#### [WORK INSTRUCTIONS]
Report all lines below with the word "lists".

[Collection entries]
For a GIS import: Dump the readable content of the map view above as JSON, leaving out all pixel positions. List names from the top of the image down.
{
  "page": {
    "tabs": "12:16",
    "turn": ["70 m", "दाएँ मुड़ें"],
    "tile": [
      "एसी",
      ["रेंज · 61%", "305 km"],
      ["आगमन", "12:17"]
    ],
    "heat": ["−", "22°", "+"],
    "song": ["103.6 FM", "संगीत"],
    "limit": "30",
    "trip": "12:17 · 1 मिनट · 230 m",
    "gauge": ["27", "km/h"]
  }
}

--

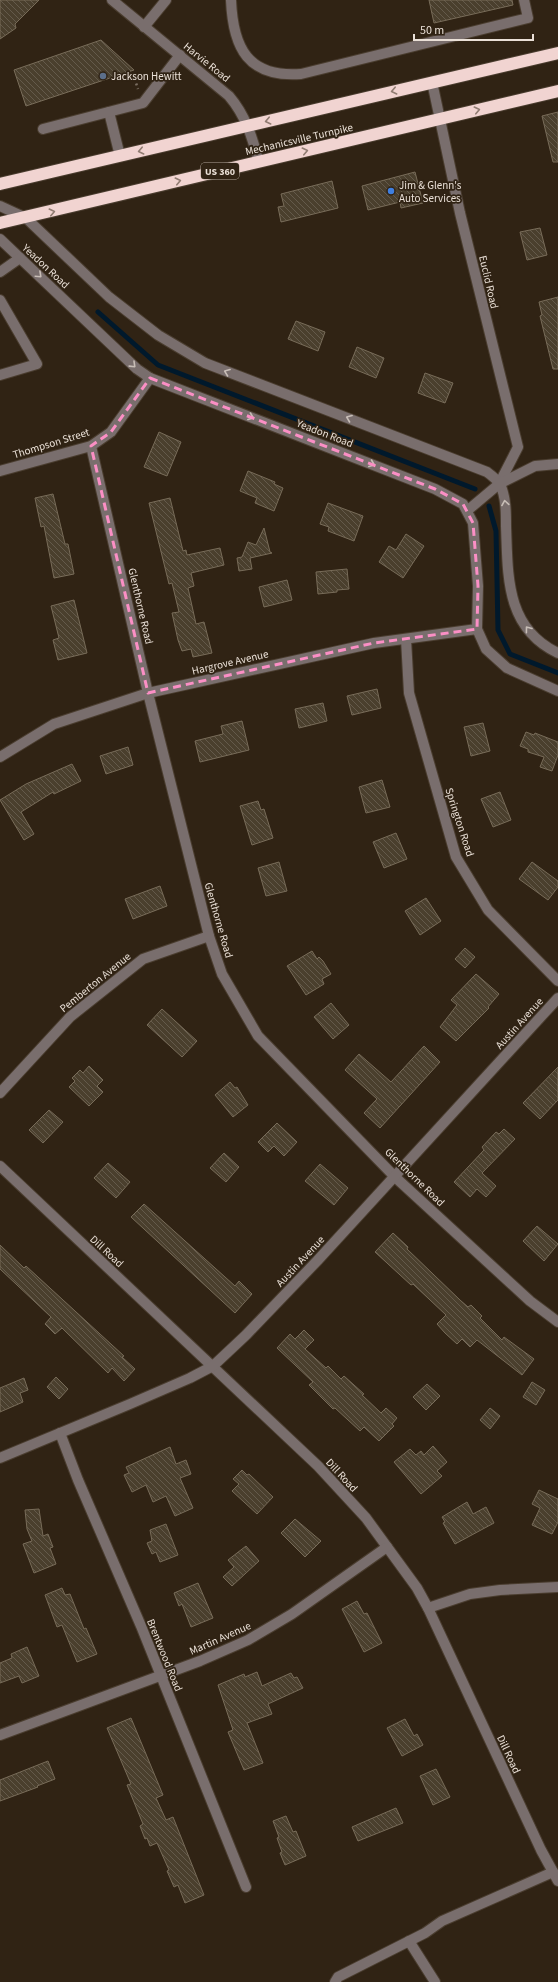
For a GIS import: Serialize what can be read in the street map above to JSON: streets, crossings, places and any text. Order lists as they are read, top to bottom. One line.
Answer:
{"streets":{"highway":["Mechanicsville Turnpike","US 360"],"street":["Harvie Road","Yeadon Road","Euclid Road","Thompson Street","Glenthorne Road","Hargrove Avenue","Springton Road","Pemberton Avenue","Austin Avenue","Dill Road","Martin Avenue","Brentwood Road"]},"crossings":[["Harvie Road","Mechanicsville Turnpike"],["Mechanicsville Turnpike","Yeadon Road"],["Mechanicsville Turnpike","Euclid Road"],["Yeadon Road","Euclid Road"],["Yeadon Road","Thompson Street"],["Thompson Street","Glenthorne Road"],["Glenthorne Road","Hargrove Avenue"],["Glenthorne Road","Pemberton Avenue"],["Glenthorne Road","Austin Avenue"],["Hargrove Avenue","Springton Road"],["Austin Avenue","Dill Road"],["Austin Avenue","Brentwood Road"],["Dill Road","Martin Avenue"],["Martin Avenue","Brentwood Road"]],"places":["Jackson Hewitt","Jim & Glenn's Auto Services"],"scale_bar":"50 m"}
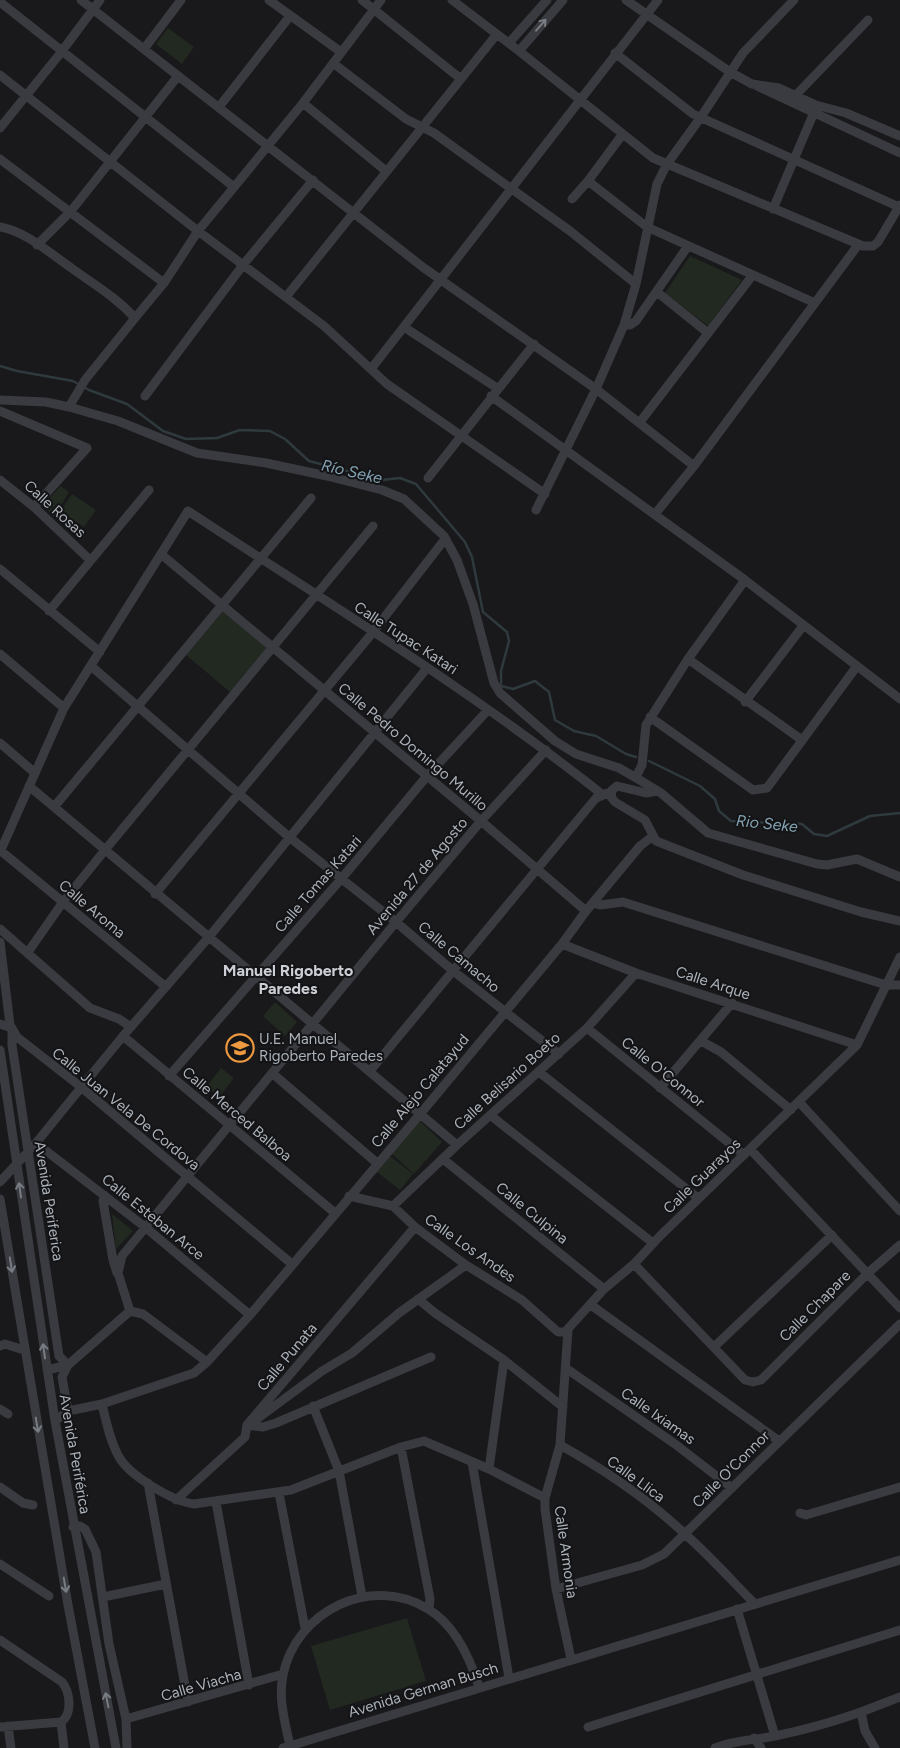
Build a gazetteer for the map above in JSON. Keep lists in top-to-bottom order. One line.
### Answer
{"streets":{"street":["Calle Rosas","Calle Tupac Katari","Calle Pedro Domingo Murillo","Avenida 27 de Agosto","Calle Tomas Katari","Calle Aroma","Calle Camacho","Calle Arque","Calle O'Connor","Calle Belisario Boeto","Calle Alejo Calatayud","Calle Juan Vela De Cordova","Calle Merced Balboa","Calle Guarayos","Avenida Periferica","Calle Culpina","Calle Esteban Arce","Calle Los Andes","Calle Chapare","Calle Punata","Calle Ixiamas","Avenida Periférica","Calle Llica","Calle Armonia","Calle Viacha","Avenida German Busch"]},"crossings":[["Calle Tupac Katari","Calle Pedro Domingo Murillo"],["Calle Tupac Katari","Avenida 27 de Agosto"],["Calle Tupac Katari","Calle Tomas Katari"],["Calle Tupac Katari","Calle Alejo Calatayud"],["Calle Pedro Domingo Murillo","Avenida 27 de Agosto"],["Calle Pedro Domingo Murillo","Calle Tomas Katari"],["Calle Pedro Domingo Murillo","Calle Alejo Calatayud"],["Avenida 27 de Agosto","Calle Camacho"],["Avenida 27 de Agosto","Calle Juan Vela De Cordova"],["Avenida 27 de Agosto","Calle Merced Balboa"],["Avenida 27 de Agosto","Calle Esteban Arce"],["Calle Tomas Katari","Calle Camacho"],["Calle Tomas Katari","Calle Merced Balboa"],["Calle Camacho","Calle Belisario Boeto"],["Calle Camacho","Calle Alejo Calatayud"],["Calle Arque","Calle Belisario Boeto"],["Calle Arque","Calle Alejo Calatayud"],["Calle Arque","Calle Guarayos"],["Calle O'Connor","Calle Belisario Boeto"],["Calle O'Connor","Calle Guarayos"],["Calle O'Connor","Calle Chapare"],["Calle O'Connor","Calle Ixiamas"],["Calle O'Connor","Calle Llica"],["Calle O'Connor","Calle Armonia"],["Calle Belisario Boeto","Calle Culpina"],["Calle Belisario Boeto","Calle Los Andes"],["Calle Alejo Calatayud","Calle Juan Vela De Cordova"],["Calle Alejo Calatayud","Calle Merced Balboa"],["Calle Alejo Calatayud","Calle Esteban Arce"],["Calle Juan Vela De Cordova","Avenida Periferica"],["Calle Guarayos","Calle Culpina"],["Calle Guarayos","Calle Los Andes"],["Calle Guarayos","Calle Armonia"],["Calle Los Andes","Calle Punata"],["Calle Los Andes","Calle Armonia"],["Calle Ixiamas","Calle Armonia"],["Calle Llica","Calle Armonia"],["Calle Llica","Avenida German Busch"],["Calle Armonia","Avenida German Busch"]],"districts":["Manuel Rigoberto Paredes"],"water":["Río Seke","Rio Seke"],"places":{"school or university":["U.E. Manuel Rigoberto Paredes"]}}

#### [SOLUTION FOR THIS EXERCISE]
For a GIS import: Serialize what can be read in the street map above to JSON: streets, crossings, places and any text. Order lists as they are read, top to bottom. One line.
Build a gazetteer for the map above in JSON. Keep lists in top-to-bottom order. One line.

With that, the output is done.